Does anyone have a reliable on line store to buy flies? I really only need dries as I'm not very good at tying them. The cheaper the better, as long as they are tied well.

Thanks.


----------



## cjnicol (Apr 12, 2004)

I am sure if you call Gates or Old AuSable in Grayling they would be more than willing to ship flies anywhere you need them. They will be high quality locally tied flies for a reasonable price. Just let them know what you need or call them and they will help you select flies.

Most Flies you buy on line from large suppliers will be tied over seas.

Chris


----------



## Chromedoggy (Mar 25, 2007)

quack head said:


> Does anyone have a reliable on line store to buy flies? I really only need dries as I'm not very good at tying them. The cheaper the better, as long as they are tied well.
> 
> Thanks.



PM Dam4Drift or Troutlord1
If you get well tied flies that are the correct flies, it is much cheaper.
These 2 guys can get you there.


----------



## jaytothekizzay (Apr 1, 2002)

I buy all my dries from the "big y fly co." Fabulous flys at cheap prices. They operate thru eBay 

Outdoor Hub mobile, the outdoor information engine


----------



## Burksee (Jan 15, 2003)

If your in Waterford then you're not to far from BPS at GLC in AH. They've got quite a selection in their fly fishing area.


----------



## flyfisher4life1 (Sep 5, 2011)

FishUSA.com they are located in the Erie region. I buy all my fishing needs there!


----------



## FishHound58 (Sep 4, 2011)

My buddy spends his life tying flies. He's remarkable at it and doesn't charge an arm and a leg. 
Check out woodlandrivers.com. Kip does a fantastic job and will tie anything you can come up with. 

FISH ON!!! 
Outdoor Hub mobile, the outdoor information engine


----------



## anon442018 (Jul 12, 2010)

There is a place I deal with called *Flyshack.com*. Their products are very nice and prices are unbelievable.

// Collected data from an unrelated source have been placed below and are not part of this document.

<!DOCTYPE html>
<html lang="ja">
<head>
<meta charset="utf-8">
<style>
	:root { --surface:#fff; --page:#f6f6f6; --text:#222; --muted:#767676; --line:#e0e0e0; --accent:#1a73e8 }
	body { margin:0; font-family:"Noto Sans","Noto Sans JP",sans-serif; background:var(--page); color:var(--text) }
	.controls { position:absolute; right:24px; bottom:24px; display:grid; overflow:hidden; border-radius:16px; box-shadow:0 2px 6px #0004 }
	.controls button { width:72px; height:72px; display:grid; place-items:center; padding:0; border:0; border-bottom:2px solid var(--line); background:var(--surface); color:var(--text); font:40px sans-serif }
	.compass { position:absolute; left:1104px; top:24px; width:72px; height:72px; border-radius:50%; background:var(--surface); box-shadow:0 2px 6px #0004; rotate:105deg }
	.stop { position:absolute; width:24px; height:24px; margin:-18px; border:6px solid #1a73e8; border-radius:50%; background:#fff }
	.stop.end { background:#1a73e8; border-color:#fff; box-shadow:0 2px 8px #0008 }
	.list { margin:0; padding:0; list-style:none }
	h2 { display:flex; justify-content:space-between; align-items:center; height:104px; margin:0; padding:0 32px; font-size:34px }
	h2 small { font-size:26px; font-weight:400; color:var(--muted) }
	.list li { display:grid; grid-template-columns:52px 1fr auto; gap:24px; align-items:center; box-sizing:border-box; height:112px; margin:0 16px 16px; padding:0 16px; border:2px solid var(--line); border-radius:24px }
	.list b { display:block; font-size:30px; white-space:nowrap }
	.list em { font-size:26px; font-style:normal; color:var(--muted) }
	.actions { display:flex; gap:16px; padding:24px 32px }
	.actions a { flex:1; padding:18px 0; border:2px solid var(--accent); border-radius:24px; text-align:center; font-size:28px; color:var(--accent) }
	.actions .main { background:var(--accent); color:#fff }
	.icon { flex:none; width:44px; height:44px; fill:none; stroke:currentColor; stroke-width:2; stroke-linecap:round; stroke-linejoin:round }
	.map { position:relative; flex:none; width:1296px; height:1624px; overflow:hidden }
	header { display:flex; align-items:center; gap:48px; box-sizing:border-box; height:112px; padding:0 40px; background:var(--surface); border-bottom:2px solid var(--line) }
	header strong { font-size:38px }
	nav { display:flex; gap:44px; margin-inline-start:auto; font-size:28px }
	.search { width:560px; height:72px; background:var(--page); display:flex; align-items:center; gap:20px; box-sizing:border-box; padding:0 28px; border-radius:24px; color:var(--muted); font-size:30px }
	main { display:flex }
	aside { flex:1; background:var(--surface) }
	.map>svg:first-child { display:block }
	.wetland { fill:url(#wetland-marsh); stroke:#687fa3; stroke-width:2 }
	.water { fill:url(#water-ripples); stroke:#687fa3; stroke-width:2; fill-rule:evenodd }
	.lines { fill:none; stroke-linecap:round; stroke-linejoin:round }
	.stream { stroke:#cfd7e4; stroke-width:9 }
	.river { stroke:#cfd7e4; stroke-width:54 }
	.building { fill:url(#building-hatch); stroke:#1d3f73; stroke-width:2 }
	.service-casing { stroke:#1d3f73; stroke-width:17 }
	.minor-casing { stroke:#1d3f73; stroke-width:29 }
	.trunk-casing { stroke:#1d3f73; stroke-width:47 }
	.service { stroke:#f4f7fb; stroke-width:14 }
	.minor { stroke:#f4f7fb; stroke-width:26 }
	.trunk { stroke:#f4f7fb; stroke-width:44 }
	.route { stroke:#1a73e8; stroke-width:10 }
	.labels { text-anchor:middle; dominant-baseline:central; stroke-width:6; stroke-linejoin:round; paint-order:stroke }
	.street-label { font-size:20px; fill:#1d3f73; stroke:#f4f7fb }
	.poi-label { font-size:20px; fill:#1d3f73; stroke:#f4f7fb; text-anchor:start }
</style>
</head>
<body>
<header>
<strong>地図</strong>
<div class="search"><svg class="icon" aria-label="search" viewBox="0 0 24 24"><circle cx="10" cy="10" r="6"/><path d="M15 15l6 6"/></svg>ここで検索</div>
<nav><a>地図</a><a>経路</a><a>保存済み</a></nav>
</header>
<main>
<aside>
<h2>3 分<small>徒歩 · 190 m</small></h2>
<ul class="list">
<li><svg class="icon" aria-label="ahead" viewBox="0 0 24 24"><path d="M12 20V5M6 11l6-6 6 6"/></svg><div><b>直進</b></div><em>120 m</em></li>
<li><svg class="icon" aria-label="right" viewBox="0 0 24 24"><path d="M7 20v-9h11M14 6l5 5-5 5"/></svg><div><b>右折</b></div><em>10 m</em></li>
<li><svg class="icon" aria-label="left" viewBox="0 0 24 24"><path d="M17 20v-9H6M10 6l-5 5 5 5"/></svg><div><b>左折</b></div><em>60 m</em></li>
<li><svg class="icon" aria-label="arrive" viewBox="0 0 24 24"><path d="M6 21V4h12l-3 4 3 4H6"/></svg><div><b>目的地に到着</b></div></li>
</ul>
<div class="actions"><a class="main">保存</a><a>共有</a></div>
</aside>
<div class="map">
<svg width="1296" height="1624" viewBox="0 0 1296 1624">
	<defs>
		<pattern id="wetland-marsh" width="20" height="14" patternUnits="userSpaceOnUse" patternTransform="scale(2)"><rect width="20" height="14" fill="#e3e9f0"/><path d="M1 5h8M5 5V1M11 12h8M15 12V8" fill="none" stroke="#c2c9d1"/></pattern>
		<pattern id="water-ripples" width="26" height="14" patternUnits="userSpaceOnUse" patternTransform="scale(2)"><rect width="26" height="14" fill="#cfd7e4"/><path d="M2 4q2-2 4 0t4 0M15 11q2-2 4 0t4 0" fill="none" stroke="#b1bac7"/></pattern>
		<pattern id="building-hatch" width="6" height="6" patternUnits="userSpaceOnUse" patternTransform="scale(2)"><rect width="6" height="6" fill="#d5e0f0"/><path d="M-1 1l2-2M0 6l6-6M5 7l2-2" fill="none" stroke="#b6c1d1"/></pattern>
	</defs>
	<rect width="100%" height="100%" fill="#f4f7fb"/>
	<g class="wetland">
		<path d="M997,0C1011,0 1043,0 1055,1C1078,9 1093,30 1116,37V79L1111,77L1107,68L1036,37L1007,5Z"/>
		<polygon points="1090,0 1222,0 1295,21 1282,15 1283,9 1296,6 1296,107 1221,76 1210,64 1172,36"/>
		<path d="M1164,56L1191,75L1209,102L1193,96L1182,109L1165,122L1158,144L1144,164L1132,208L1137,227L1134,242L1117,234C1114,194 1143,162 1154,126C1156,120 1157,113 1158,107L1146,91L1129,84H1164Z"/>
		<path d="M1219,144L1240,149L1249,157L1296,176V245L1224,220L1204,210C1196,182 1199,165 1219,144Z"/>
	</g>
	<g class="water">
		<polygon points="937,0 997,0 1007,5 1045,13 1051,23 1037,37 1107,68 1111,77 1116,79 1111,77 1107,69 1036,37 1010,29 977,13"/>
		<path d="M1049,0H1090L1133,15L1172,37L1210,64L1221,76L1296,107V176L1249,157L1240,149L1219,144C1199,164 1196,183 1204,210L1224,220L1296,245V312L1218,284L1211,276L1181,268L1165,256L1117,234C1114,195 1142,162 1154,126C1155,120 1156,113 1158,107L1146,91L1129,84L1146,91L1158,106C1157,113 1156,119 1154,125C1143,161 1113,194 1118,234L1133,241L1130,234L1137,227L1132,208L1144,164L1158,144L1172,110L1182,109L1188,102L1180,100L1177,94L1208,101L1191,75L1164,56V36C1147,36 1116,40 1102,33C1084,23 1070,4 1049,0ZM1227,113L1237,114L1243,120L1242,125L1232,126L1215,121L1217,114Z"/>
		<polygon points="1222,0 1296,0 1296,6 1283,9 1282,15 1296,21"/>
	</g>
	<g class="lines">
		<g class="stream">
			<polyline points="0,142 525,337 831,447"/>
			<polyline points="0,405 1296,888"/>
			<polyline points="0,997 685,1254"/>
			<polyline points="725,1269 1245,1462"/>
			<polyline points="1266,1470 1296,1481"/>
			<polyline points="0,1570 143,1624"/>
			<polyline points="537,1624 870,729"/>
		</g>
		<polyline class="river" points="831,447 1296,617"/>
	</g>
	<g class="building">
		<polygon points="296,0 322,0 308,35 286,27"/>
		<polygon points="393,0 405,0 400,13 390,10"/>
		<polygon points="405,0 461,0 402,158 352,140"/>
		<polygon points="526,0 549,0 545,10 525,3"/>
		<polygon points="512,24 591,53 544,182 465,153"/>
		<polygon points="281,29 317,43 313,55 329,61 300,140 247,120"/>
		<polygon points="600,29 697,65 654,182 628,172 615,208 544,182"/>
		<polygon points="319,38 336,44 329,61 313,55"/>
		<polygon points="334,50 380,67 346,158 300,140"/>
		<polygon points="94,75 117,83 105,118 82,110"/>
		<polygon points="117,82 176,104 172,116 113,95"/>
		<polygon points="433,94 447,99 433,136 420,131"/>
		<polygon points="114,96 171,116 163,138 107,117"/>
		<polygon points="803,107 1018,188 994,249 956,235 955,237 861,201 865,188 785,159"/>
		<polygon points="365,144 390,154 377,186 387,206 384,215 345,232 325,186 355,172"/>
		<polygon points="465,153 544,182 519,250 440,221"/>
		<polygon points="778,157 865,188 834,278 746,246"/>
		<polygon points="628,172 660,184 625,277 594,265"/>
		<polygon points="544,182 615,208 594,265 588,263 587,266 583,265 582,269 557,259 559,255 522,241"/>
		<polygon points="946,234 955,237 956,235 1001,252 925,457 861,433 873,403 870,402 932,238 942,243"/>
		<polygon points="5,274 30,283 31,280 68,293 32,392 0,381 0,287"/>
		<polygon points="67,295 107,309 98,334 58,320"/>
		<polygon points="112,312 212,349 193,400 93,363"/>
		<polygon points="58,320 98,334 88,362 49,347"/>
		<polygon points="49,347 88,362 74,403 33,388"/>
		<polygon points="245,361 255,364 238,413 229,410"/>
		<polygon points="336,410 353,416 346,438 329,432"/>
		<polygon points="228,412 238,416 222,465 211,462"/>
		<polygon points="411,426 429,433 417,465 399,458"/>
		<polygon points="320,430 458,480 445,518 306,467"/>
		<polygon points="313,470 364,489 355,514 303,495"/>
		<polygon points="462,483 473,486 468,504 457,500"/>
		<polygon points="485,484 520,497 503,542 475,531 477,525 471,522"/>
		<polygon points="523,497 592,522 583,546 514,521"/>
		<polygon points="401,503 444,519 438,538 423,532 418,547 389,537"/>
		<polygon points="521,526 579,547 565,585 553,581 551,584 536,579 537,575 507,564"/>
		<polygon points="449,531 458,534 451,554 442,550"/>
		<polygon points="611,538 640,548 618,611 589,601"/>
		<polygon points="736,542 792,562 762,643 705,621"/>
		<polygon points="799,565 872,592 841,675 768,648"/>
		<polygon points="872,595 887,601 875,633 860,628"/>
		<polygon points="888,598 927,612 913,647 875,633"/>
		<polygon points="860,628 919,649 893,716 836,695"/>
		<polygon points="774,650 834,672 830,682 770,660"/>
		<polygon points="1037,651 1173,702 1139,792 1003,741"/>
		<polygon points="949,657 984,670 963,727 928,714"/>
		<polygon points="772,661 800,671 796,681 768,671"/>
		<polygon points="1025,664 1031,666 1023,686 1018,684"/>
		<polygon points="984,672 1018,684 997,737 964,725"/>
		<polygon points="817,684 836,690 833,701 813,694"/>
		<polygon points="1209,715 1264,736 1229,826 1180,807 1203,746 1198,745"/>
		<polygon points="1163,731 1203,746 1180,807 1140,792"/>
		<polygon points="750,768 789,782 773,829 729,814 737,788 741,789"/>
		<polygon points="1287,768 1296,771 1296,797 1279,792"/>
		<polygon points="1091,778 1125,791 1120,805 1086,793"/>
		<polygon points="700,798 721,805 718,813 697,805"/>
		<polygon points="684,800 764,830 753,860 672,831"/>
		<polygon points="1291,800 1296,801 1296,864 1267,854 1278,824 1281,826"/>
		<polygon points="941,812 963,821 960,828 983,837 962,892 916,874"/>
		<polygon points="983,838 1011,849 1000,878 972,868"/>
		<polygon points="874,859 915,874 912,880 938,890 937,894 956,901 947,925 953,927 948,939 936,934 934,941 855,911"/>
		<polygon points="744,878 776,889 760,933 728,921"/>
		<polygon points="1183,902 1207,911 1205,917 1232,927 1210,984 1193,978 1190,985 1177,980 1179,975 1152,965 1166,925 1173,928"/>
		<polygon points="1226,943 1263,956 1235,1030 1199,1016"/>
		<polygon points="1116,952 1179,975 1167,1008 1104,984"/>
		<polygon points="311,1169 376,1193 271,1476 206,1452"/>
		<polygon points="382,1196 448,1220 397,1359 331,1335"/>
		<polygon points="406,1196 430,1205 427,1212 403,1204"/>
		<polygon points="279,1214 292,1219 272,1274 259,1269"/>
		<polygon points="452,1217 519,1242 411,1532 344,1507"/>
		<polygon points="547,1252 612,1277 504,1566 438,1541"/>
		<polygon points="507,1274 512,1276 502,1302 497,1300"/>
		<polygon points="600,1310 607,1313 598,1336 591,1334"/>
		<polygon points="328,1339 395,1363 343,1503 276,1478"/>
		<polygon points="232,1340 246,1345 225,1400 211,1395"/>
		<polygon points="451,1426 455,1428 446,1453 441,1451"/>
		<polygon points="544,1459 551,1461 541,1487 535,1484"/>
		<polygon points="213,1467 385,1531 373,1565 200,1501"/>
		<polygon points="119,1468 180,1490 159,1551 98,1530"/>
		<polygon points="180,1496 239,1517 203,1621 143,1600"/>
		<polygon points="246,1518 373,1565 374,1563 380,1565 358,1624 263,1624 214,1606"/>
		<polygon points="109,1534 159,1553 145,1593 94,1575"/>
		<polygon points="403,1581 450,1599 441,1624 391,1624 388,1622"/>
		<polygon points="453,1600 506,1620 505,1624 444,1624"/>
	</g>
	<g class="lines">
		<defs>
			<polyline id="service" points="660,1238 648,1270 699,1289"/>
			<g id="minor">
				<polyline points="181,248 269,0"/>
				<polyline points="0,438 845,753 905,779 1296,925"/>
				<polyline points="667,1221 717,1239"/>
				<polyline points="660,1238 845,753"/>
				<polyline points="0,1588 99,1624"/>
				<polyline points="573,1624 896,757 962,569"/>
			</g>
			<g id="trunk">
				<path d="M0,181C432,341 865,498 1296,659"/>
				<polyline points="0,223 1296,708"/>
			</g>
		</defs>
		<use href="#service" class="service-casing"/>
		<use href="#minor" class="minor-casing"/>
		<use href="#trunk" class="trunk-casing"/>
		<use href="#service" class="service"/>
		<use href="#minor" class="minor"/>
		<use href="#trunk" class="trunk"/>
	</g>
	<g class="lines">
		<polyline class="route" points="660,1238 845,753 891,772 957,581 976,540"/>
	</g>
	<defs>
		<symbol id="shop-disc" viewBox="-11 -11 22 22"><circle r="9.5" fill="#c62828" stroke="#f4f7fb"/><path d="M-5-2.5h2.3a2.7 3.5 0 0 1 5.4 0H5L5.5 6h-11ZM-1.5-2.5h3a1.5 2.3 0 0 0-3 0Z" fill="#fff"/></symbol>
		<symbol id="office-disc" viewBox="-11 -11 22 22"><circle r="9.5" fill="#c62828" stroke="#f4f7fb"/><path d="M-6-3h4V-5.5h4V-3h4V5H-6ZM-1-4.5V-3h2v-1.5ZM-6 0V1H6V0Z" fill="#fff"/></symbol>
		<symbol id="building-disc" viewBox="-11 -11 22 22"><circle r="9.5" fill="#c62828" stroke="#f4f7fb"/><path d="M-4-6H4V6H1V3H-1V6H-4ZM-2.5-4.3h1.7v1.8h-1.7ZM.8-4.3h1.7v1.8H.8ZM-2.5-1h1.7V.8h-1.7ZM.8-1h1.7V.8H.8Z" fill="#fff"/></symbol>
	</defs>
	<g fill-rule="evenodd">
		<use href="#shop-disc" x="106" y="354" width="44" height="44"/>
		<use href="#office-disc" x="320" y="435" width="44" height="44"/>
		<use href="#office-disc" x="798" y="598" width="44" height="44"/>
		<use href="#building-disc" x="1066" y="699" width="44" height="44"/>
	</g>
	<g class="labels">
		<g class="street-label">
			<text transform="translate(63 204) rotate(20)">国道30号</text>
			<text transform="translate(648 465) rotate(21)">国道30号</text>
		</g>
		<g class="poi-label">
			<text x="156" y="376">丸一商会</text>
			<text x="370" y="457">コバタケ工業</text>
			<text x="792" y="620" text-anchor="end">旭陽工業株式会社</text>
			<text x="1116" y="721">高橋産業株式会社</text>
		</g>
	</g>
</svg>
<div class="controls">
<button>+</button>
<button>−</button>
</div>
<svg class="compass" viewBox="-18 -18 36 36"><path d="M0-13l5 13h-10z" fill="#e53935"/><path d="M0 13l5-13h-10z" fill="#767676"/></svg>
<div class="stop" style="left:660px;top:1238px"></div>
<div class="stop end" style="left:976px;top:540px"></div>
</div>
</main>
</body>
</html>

They are easy to deal with and offer a very good selection. Just my $.02.

_*Stinger*_


----------



## RippinLipp (Sep 12, 2008)

What kind of flys and what size are you looking for? If I can find the time I might be able to tie some up for ya...

Outdoor Hub mobile, the outdoor information engine


----------



## fastsled (Jul 31, 2005)

X2 for big Y flies.


----------



## Multispeciestamer (Jan 27, 2010)

Riverbum.com


----------